Transferability for General Reasoning: An Automated Curriculum for Multi-Domain LLM RL
Abstract
Reinforcement learning with verifiable rewards (RLVR) has been extended from single-domain training to multi-domain reasoning suites spanning mathematics, programming, and science. However, the training curriculum—how often each domain is sampled—is typically fixed or hand-tuned, even though reasoning skills transfer unevenly across domains. Existing learnability-based curricula adapt to where the policy is currently improving, but are blind to whether a gradient step on the selected domain benefits the remaining domains. In this paper, we propose Transfer-Aware Curriculum (TAC), a bandit-style online curriculum that prioritizes domains whose updates broadly benefit the rest of the training suite. TAC repurposes signals already produced by RL training: per-domain advantages capture local learnability, and projected gradients—taken from the GRPO step being computed—estimate cross-domain transferability via gradient-geometry alignment, at negligible cost (<1% wall-clock overhead).
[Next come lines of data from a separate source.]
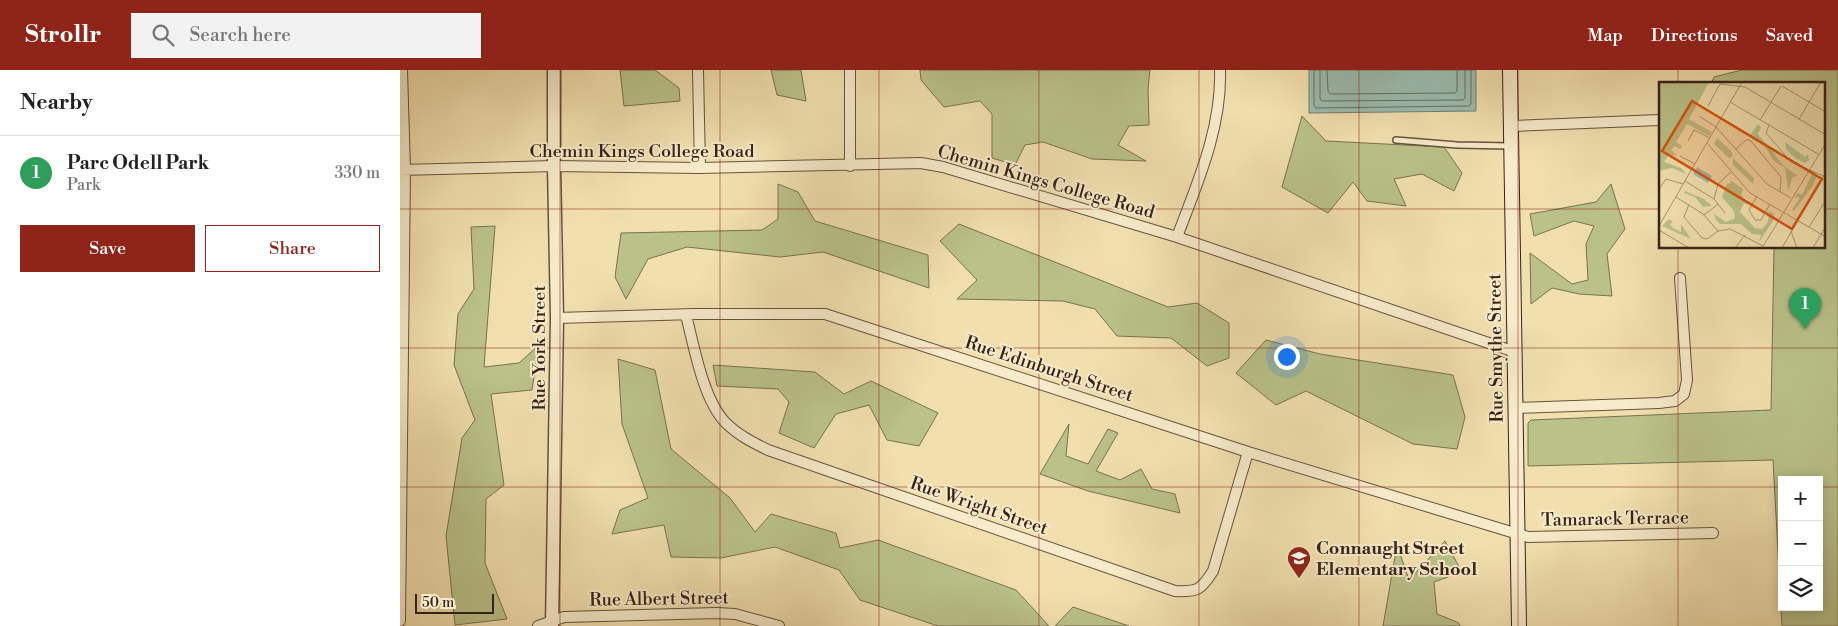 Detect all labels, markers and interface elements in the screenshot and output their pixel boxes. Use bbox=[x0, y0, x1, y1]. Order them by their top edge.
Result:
search box bbox=[131, 13, 481, 58]
text: Strollr bbox=[25, 20, 101, 50]
icon: search bbox=[149, 21, 177, 49]
text: Search here bbox=[189, 23, 291, 47]
text: Map bbox=[1587, 24, 1623, 47]
text: Directions bbox=[1651, 24, 1738, 47]
text: Saved bbox=[1766, 24, 1813, 47]
inset map bbox=[1659, 82, 1826, 249]
text: Nearby bbox=[20, 90, 93, 116]
street label: Chemin Kings College Road bbox=[530, 140, 755, 163]
street label: Chemin Kings College Road bbox=[935, 140, 1158, 224]
text: Parc Odell Park bbox=[67, 151, 209, 175]
text: 1 bbox=[32, 163, 40, 183]
text: 330 m bbox=[334, 163, 380, 183]
text: Park bbox=[67, 175, 100, 195]
button: Save bbox=[20, 225, 195, 272]
button: Share bbox=[205, 225, 380, 272]
street label: Rue Smythe Street bbox=[1483, 273, 1509, 423]
street label: Rue York Street bbox=[528, 285, 551, 411]
pin: 1 bbox=[1789, 288, 1821, 329]
street label: Rue Edinburgh Street bbox=[962, 331, 1137, 407]
your location bbox=[1274, 344, 1300, 370]
street label: Rue Wright Street bbox=[907, 472, 1052, 541]
map controls bbox=[1778, 476, 1823, 611]
button: + bbox=[1778, 476, 1823, 521]
street label: Tamarack Terrace bbox=[1541, 506, 1689, 532]
button: − bbox=[1778, 521, 1823, 566]
place label: Connaught Street Elementary School bbox=[1316, 537, 1477, 581]
school or university icon: Connaught Street Elementary School bbox=[1286, 545, 1312, 579]
button: layers bbox=[1778, 566, 1823, 611]
street label: Rue Albert Street bbox=[589, 586, 730, 612]
scale bar bbox=[415, 591, 494, 614]
text: 50 m bbox=[422, 594, 454, 612]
Across a six-domain reasoning suite, TAC consistently outperforms baselines such as proportional random sampling and a learnability-only bandit, improving macro-averaged accuracy by up to 3.7 points (13% relative) over the latter on both Qwen3-1.7B and Llama3.2-3B. Ablations show performance degrades sharply when the transferability term is removed, and TAC remains robust on imbalanced training mixtures where learnability-only curricula over-commit to dominant domains. Our findings establish cross-domain transferability as a key signal for multi-domain RL curriculum design.